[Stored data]
◇ ◇ ◇ ◇ ◇ ◇ ◇

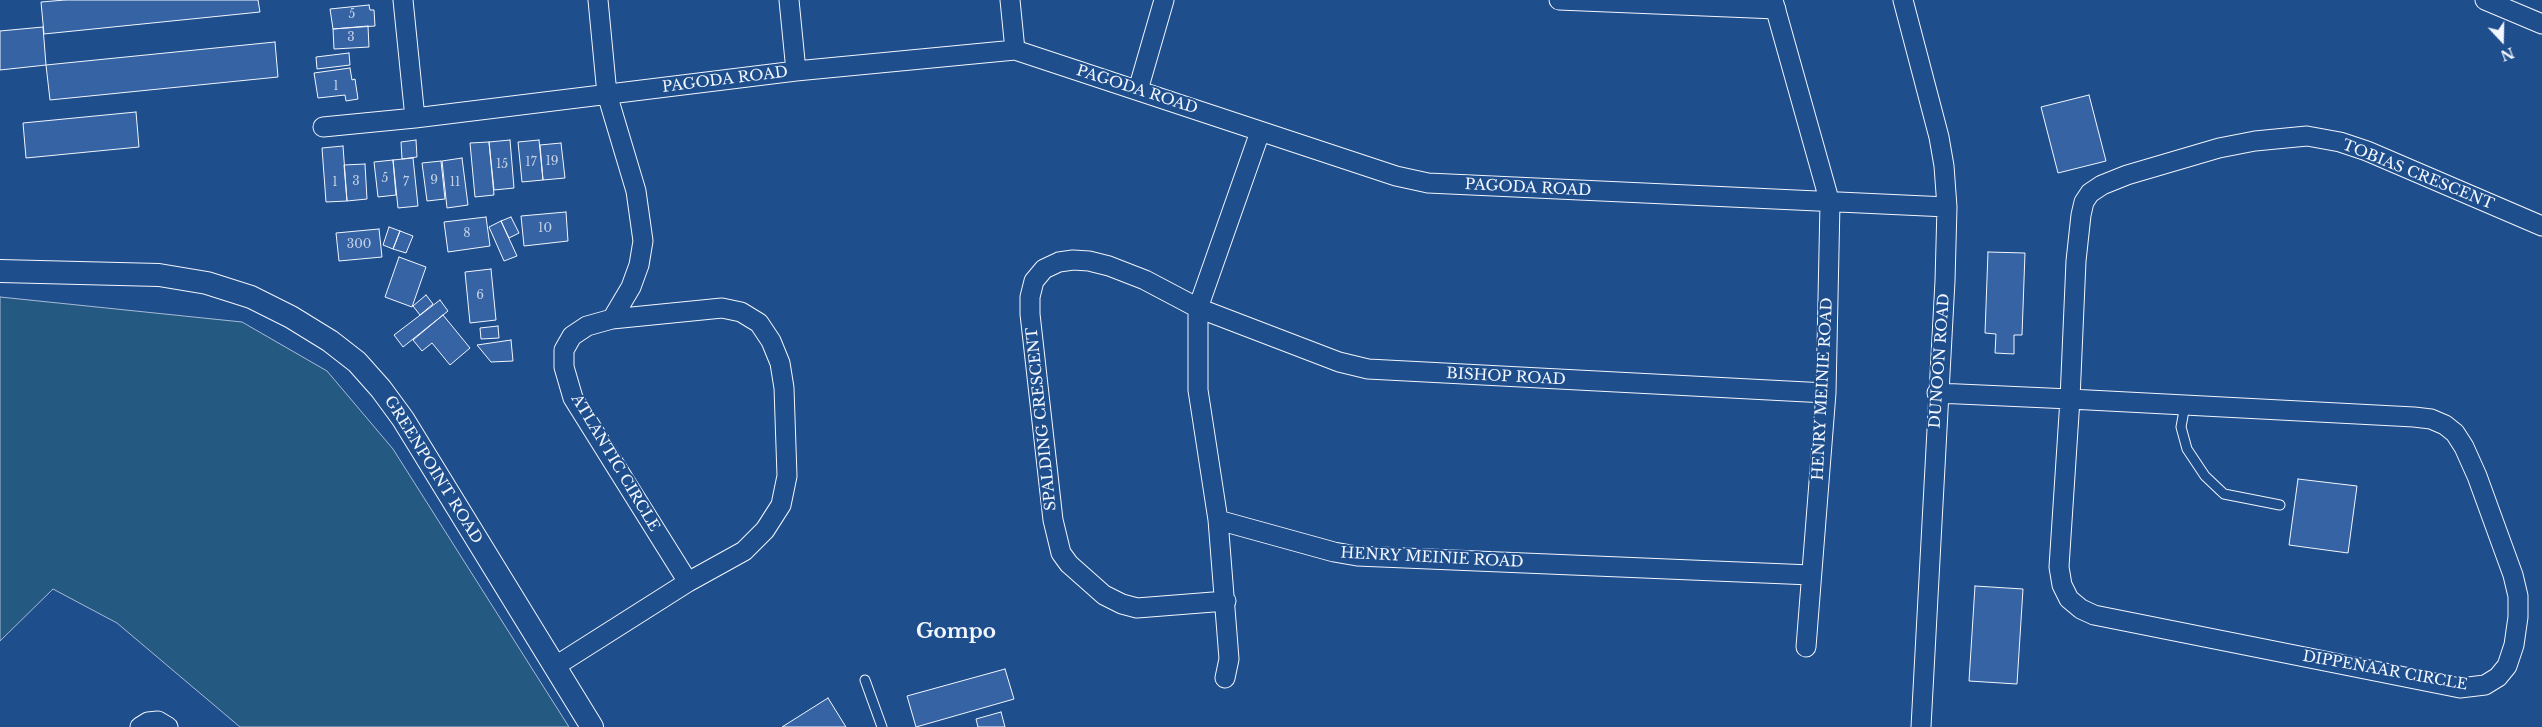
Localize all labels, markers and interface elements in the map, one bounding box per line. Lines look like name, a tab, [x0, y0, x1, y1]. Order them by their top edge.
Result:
house number: 5	[349, 8, 355, 22]
north arrow	[2477, 15, 2527, 65]
house number: 3	[347, 31, 355, 45]
text: N	[2498, 43, 2517, 65]
street label: PAGODA ROAD	[1074, 62, 1200, 118]
street label: PAGODA ROAD	[661, 63, 789, 97]
house number: 1	[333, 80, 339, 94]
street label: TOBIAS CRESCENT	[2340, 136, 2496, 214]
house number: 19	[545, 155, 559, 169]
house number: 17	[525, 156, 537, 170]
house number: 15	[496, 158, 508, 172]
house number: 5	[382, 172, 388, 186]
house number: 9	[430, 174, 438, 188]
house number: 3	[352, 175, 360, 189]
house number: 1	[332, 176, 338, 190]
house number: 7	[403, 176, 409, 190]
house number: 11	[450, 176, 460, 190]
street label: PAGODA ROAD	[1464, 176, 1592, 200]
house number: 10	[538, 222, 552, 236]
house number: 8	[463, 227, 471, 241]
house number: 300	[347, 238, 371, 252]
house number: 6	[476, 289, 484, 303]
street label: DUNOON ROAD	[1926, 293, 1954, 429]
street label: HENRY MEINIE ROAD	[1809, 297, 1837, 481]
street label: SPALDING CRESCENT	[1023, 326, 1061, 512]
street label: BISHOP ROAD	[1446, 365, 1566, 389]
street label: ATLANTIC CIRCLE	[567, 391, 663, 535]
street label: GREENPOINT ROAD	[380, 393, 486, 547]
street label: HENRY MEINIE ROAD	[1340, 544, 1524, 572]
district label: Gompo	[916, 620, 996, 644]
street label: DIPPENAAR CIRCLE	[2301, 648, 2469, 694]

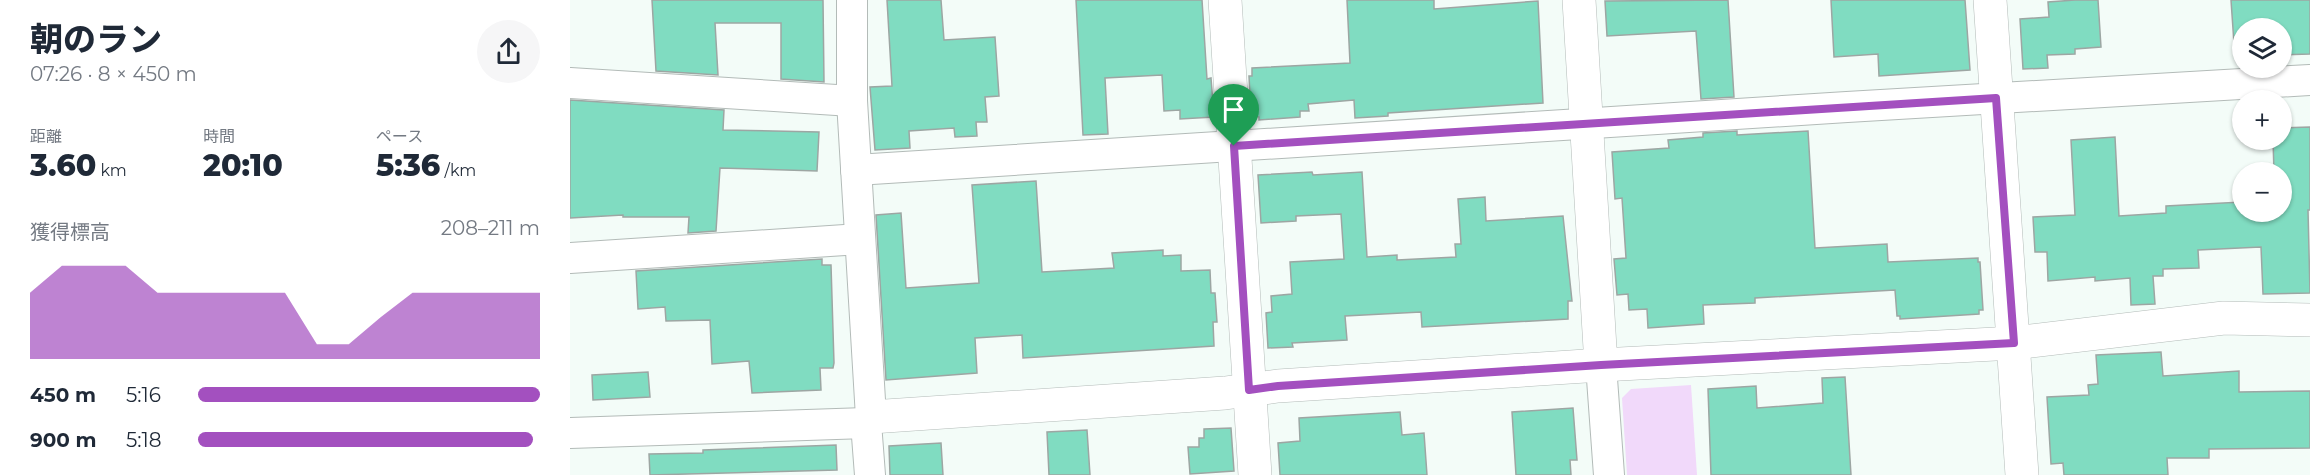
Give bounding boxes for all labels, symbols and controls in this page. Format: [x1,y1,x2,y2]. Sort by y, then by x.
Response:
map controls [2232,18,2292,222]
button: layers [2232,18,2292,78]
text: 朝のラン [30,19,162,59]
button: share [477,20,540,83]
text: 07:26 · 8 × 450 m [30,62,197,86]
pin [1208,84,1259,146]
button: + [2232,90,2292,150]
icon: arrive [1217,93,1250,126]
text: 距離 [30,127,62,146]
text: 時間 [203,127,235,146]
text: ペース [376,127,423,146]
text: 3.60 [30,147,96,184]
text: 20:10 [203,147,283,184]
text: 5:36 [376,147,440,184]
text: km [96,161,127,180]
text: /km [440,161,476,180]
button: − [2232,162,2292,222]
text: 208–211 m [441,216,540,240]
text: 獲得標高 [30,220,110,244]
text: 450 m [30,383,96,407]
text: 5:16 [126,383,161,407]
text: 900 m [30,428,97,452]
text: 5:18 [126,428,162,452]

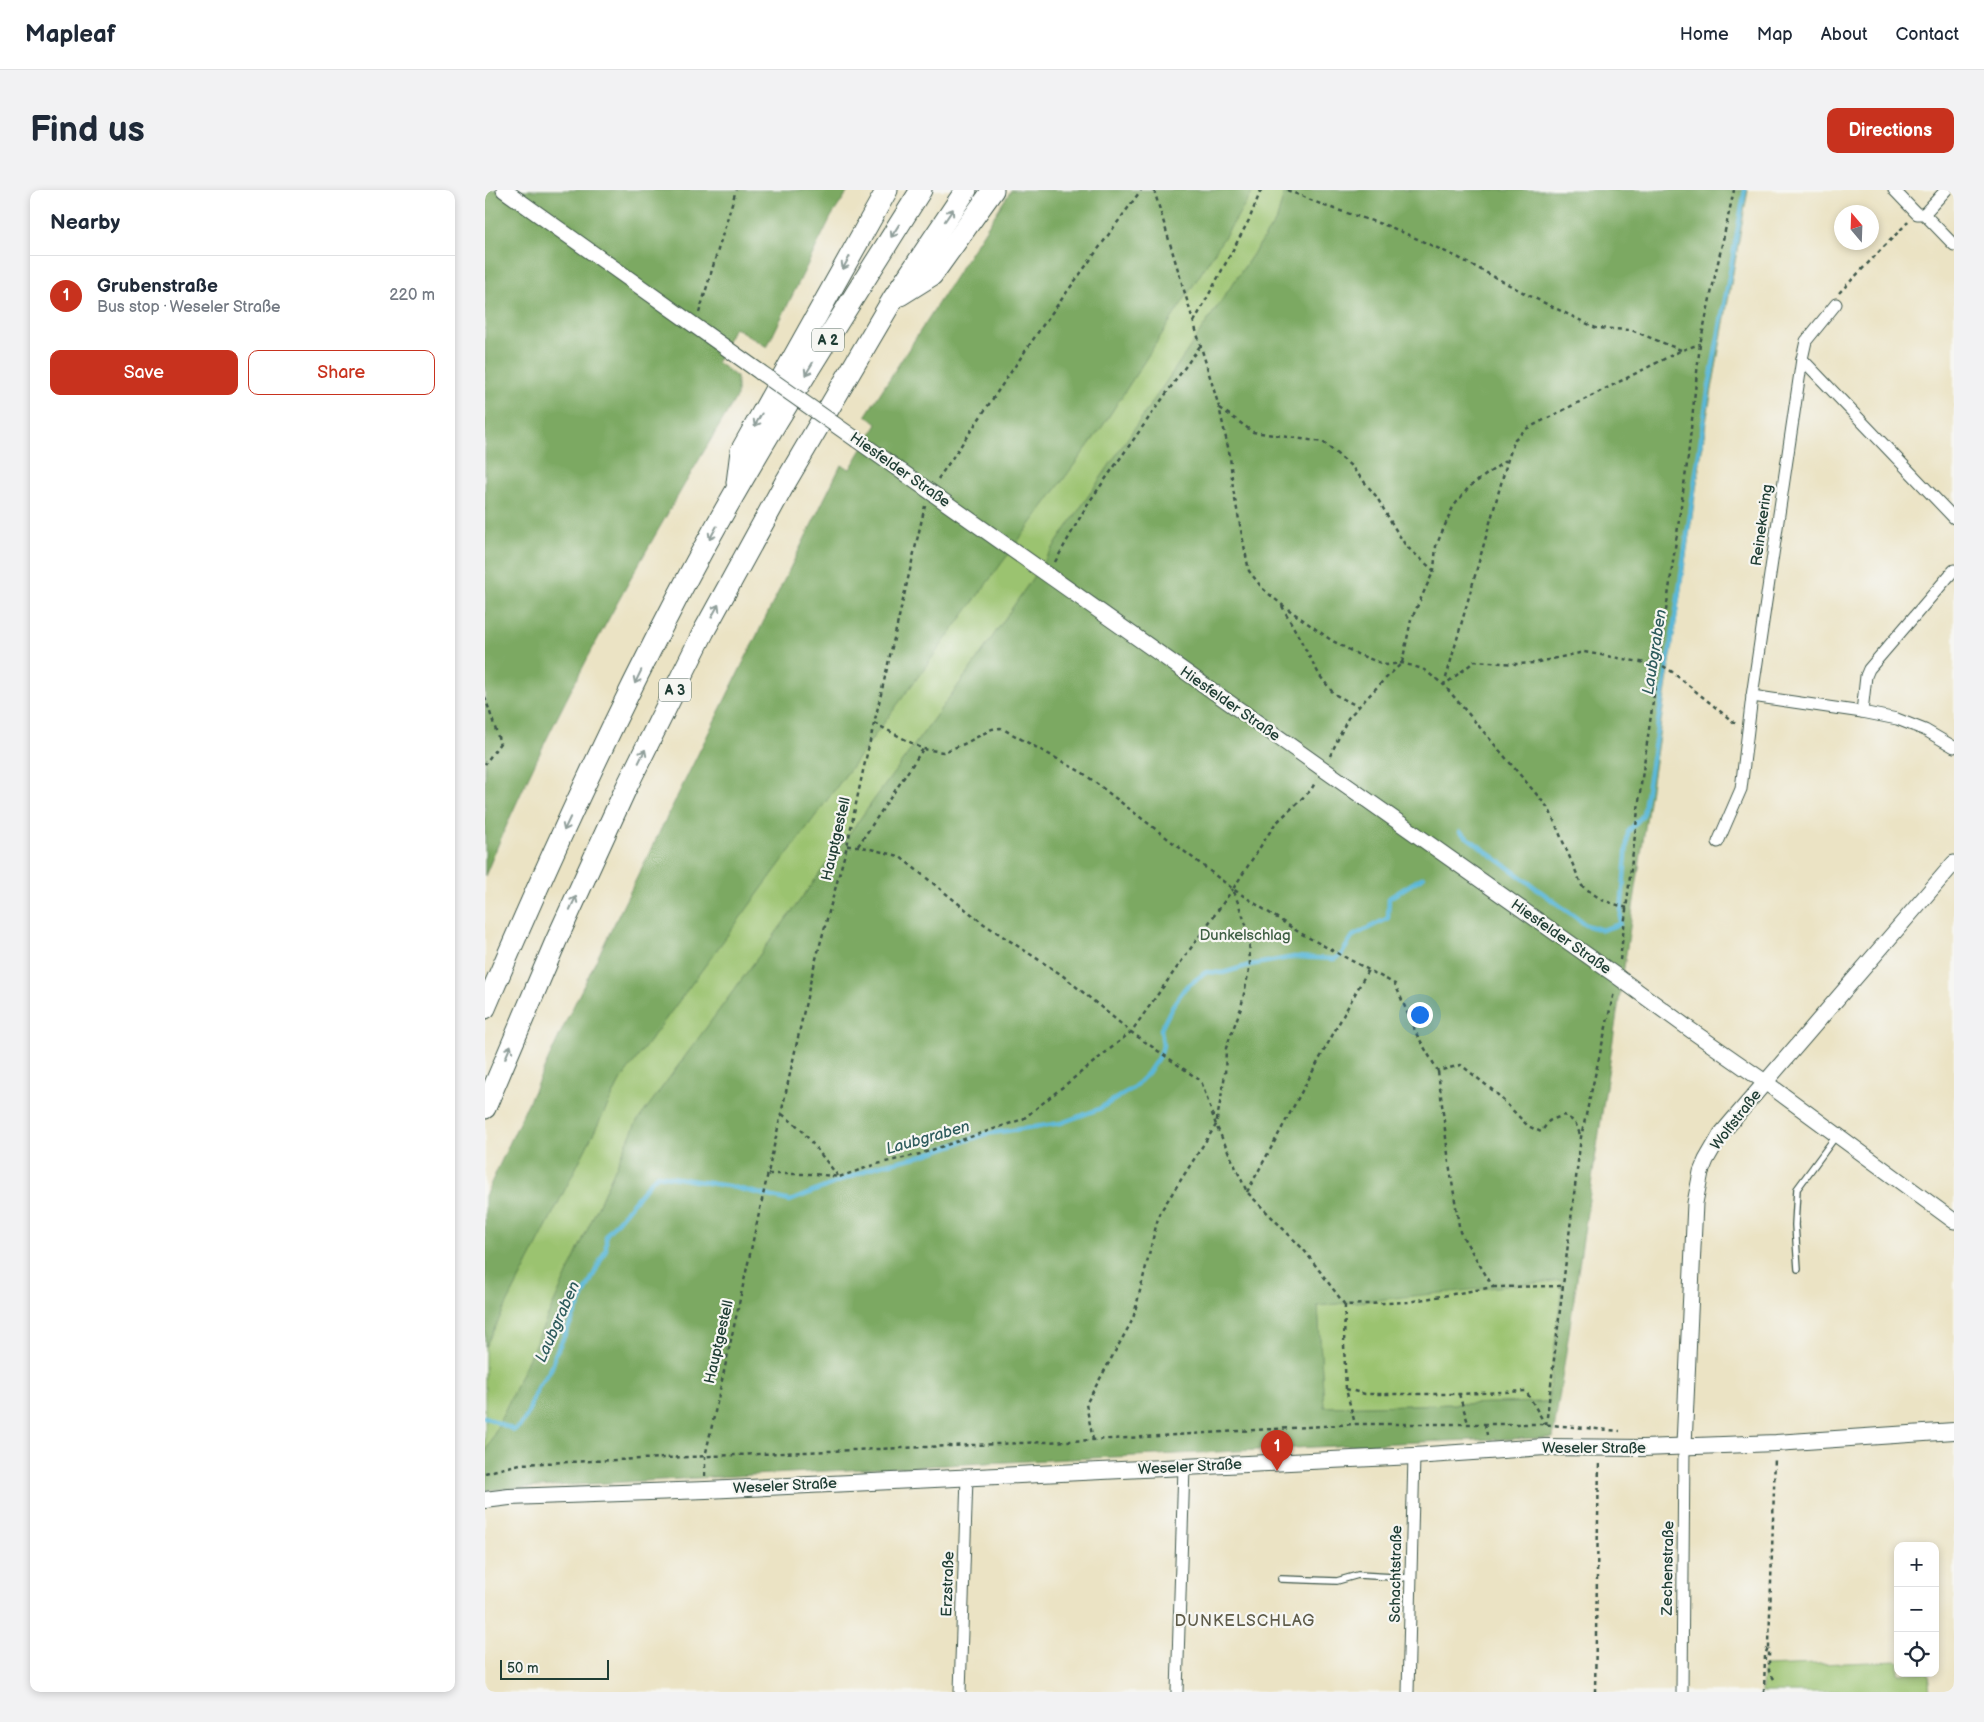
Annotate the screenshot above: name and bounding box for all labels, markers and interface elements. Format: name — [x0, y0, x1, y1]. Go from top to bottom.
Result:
text: Mapleaf — [25, 20, 116, 49]
text: Home — [1680, 24, 1729, 45]
text: Map — [1757, 24, 1793, 45]
text: About — [1821, 24, 1868, 45]
text: Contact — [1896, 24, 1959, 45]
button: Directions — [1827, 108, 1954, 153]
text: Find us — [30, 109, 145, 152]
north arrow — [1834, 205, 1879, 250]
one-way arrow — [944, 208, 954, 222]
text: Nearby — [50, 210, 120, 235]
one-way arrow — [890, 224, 900, 238]
one-way arrow — [840, 255, 850, 270]
text: Grubenstraße — [97, 275, 218, 298]
text: 1 — [63, 286, 69, 305]
text: 220 m — [389, 286, 435, 305]
text: Bus stop · Weseler Straße — [97, 298, 280, 317]
road number: A 2 — [812, 328, 844, 352]
button: Save — [50, 350, 238, 395]
button: Share — [248, 350, 435, 395]
one-way arrow — [804, 362, 814, 376]
one-way arrow — [753, 412, 762, 427]
street label: Hiesfelder Straße — [846, 428, 954, 512]
street label: Reinekering — [1747, 483, 1777, 567]
one-way arrow — [707, 525, 717, 540]
one-way arrow — [711, 604, 720, 619]
water label: Laubgraben — [1639, 608, 1671, 696]
street label: Hiesfelder Straße — [1176, 662, 1284, 746]
one-way arrow — [632, 669, 642, 684]
road number: A 3 — [659, 678, 691, 702]
one-way arrow — [638, 749, 647, 764]
street label: Hauptgestell — [817, 795, 855, 883]
one-way arrow — [562, 816, 572, 831]
street label: Hiesfelder Straße — [1507, 895, 1615, 979]
one-way arrow — [569, 896, 579, 911]
park label: Dunkelschlag — [1199, 926, 1291, 945]
your location — [1407, 1002, 1433, 1028]
one-way arrow — [504, 1045, 514, 1060]
street label: Wolfstraße — [1706, 1086, 1766, 1154]
water label: Laubgraben — [884, 1117, 972, 1159]
water label: Laubgraben — [532, 1279, 584, 1365]
street label: Hauptgestell — [700, 1298, 738, 1386]
pin: 1 — [1261, 1430, 1293, 1471]
street label: Weseler Straße — [1542, 1439, 1646, 1458]
street label: Weseler Straße — [1138, 1455, 1242, 1479]
street label: Weseler Straße — [733, 1474, 837, 1498]
street label: Zechenstraße — [1658, 1520, 1678, 1616]
street label: Schachtstraße — [1386, 1525, 1406, 1623]
map controls — [1894, 1542, 1939, 1677]
button: + — [1894, 1542, 1939, 1587]
street label: Erzstraße — [937, 1551, 959, 1617]
button: − — [1894, 1587, 1939, 1632]
district label: DUNKELSCHLAG — [1175, 1612, 1315, 1631]
button: locate — [1894, 1632, 1939, 1677]
scale bar — [500, 1657, 609, 1680]
text: 50 m — [507, 1660, 539, 1677]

◇ ◇ ◇ ◇ ◇ ◇ ◇

Problem details:
Please copy every line in the entries where "elements" appears.

Task solution:
Localize all labels, markers and interface elements in the map, one bounding box per line. Lines look like name, a tab, [x0, y0, x1, y1]. Order them by their top edge.
Annotate the screenshot above: name and bounding box for all labels, markers and interface elements. Format: name — [x0, y0, x1, y1]. Go from top to bottom.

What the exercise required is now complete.